- Directions for this task: Report how many lines in the entries below have the word "center" in them, and give no other words.

- Records for the exercise:
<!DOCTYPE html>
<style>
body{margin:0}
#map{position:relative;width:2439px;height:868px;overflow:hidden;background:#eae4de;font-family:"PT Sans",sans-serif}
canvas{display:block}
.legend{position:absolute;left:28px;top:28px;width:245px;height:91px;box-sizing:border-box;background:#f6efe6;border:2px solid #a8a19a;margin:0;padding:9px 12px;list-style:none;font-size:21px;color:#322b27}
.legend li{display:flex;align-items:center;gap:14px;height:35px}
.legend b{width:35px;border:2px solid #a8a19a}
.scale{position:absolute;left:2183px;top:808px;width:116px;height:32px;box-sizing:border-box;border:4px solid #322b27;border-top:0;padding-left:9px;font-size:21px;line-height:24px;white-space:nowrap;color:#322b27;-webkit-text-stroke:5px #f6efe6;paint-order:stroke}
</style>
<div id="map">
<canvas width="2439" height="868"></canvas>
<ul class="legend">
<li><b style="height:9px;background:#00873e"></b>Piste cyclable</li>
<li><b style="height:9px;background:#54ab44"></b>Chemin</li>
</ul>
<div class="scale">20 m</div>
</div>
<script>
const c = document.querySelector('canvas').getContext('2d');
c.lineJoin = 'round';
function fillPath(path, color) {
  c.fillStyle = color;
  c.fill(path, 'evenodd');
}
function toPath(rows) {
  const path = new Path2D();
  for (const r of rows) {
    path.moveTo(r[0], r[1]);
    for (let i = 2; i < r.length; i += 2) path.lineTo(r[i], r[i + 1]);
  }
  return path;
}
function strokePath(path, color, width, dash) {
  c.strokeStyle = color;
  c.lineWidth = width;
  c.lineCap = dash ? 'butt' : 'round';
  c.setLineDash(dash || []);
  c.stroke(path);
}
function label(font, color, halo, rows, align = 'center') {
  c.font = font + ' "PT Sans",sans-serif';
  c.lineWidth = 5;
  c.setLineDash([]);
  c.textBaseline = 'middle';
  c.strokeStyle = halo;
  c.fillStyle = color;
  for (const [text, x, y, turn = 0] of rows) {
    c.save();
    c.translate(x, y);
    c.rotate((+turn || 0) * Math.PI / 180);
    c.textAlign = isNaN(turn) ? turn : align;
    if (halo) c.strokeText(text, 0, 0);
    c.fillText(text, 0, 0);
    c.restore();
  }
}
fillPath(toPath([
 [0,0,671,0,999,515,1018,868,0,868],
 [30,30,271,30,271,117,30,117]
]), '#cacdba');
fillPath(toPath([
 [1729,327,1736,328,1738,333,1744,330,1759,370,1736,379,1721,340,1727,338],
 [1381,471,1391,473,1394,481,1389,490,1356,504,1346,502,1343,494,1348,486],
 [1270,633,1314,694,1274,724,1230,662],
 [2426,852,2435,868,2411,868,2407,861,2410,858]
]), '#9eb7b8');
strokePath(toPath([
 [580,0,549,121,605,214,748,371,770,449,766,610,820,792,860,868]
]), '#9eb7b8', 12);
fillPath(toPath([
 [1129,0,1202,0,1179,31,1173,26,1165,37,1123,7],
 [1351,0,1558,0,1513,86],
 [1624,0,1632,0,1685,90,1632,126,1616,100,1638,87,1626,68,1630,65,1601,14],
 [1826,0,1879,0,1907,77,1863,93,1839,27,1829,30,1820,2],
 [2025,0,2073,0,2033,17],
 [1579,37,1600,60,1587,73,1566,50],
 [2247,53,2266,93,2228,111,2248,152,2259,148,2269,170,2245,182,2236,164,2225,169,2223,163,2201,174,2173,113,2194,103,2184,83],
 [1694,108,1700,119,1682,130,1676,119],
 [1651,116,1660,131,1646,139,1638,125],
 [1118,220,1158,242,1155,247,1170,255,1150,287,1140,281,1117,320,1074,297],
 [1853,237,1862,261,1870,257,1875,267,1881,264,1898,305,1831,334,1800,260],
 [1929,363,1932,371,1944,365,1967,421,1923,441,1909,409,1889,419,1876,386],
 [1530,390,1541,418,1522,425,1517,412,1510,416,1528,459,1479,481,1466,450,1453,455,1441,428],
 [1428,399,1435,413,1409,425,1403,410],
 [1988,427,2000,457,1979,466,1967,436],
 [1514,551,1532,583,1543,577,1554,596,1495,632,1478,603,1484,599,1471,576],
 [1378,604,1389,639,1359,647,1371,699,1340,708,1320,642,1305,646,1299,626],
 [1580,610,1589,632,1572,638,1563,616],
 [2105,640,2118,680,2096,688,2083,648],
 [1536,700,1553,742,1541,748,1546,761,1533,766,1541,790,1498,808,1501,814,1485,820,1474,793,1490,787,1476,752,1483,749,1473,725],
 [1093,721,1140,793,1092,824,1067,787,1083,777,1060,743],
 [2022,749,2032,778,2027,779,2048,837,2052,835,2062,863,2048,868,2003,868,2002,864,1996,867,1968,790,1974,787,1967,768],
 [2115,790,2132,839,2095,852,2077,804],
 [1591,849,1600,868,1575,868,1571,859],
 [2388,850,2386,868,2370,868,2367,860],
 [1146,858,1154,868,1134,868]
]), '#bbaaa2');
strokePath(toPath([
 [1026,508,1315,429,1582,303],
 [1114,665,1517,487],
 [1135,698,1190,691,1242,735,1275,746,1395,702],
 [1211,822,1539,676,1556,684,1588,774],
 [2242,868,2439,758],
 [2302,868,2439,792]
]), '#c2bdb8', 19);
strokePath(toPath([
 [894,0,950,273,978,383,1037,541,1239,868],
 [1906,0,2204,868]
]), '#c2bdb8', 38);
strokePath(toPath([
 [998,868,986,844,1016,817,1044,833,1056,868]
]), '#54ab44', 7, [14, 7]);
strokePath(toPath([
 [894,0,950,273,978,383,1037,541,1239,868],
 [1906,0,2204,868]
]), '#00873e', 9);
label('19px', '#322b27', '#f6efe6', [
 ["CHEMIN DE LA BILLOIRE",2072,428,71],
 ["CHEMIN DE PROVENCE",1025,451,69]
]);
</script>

- Result of this task: 2